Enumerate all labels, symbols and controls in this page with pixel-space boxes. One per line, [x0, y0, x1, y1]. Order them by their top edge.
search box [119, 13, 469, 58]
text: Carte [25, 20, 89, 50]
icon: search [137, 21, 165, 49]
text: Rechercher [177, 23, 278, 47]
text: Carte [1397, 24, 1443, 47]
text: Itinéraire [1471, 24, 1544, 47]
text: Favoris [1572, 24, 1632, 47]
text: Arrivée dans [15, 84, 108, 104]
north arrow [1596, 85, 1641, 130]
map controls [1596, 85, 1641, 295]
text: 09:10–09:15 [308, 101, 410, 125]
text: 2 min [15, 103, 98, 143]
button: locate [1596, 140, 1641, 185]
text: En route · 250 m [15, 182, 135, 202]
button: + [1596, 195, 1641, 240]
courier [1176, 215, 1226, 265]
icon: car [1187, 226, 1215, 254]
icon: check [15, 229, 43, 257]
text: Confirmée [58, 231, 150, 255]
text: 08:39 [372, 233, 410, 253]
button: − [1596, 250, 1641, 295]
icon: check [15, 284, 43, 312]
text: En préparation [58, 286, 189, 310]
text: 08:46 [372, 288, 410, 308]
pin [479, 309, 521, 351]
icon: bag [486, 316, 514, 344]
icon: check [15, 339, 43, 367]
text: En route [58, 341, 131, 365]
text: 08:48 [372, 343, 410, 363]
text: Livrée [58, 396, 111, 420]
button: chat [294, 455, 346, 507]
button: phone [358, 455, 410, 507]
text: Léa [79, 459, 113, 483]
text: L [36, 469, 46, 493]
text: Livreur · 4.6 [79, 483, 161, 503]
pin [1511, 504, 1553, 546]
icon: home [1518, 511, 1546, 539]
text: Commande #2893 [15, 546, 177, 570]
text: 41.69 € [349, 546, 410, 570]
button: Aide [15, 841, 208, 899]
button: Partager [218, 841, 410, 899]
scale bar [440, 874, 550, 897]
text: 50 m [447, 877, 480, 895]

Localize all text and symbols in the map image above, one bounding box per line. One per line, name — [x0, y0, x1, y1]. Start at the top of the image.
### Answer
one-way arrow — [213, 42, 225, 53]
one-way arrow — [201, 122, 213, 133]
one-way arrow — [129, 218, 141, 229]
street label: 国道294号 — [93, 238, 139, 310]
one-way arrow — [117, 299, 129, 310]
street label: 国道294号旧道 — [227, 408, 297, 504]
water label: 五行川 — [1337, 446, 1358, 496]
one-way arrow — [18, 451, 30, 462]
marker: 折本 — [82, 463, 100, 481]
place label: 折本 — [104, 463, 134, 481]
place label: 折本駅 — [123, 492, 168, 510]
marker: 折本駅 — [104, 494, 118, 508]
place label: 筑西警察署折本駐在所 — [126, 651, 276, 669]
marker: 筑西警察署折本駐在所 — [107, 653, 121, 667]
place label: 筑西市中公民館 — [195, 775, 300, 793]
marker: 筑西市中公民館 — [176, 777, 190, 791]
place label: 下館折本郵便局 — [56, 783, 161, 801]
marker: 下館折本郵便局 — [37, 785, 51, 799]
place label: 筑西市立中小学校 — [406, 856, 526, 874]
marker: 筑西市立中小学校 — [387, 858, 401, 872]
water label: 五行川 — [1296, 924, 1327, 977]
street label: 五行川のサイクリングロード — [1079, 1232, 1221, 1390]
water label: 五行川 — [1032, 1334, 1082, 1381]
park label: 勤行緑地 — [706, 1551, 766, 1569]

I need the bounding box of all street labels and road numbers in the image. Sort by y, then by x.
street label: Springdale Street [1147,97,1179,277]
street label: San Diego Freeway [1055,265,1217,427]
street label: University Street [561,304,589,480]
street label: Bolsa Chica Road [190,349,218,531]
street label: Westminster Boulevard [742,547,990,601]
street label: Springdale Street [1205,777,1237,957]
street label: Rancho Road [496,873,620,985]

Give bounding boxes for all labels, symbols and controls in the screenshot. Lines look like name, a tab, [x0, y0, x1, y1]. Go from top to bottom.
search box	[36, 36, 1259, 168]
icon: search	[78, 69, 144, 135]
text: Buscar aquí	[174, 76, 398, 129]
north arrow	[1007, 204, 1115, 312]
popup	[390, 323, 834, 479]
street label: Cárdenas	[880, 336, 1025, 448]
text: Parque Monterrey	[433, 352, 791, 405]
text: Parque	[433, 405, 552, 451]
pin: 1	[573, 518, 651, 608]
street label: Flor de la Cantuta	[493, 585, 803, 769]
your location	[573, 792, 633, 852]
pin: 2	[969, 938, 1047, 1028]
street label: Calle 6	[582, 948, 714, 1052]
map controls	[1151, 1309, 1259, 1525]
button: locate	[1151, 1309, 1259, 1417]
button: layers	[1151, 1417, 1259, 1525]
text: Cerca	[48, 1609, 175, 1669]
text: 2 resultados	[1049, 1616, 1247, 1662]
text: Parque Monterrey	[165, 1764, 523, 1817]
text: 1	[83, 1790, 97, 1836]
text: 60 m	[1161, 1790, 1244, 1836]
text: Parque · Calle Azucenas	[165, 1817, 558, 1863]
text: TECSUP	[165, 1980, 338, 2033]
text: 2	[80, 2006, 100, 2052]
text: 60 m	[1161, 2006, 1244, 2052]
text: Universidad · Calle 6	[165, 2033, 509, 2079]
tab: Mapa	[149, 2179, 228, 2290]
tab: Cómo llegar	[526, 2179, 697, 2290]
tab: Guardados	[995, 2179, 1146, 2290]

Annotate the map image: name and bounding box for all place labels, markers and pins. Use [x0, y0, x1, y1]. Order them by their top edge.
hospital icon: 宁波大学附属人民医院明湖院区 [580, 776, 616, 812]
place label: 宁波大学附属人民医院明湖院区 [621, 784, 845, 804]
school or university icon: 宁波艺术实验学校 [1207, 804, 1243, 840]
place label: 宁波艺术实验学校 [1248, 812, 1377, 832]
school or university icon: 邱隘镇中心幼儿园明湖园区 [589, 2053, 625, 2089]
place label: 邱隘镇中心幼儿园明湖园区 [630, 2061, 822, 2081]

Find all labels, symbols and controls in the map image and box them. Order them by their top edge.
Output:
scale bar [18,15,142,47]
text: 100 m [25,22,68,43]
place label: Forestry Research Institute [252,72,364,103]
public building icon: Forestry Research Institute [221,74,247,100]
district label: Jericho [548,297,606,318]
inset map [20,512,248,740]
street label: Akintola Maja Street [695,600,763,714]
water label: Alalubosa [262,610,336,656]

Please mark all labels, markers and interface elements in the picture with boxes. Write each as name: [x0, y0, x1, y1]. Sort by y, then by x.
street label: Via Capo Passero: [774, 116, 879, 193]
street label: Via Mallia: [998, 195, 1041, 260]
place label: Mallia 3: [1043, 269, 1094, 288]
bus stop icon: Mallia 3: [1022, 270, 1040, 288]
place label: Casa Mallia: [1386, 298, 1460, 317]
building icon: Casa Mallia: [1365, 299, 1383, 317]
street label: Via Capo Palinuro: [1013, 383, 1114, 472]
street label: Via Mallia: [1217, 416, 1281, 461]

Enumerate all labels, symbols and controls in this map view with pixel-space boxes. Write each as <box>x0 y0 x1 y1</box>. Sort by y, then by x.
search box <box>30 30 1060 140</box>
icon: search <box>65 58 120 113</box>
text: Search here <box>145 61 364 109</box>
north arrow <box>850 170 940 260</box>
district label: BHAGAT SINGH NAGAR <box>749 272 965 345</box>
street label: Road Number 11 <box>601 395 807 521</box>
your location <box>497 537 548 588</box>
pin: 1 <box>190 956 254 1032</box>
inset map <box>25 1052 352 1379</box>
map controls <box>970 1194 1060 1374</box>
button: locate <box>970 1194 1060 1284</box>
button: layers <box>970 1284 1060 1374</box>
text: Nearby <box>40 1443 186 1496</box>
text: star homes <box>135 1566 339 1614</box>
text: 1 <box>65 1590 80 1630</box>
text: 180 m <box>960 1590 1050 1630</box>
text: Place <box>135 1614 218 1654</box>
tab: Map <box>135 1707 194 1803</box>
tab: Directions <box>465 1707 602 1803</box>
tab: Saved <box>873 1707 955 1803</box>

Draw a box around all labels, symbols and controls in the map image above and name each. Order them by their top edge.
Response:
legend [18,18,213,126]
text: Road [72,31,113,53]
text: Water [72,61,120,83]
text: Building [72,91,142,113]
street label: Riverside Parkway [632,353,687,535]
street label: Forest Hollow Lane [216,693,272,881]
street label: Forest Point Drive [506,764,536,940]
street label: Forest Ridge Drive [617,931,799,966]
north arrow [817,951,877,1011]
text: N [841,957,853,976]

+---+

§ **Instructions for the task**
In how many lines of the data does the string "above" appear? Only the number should be given.

§ **Task solution**
2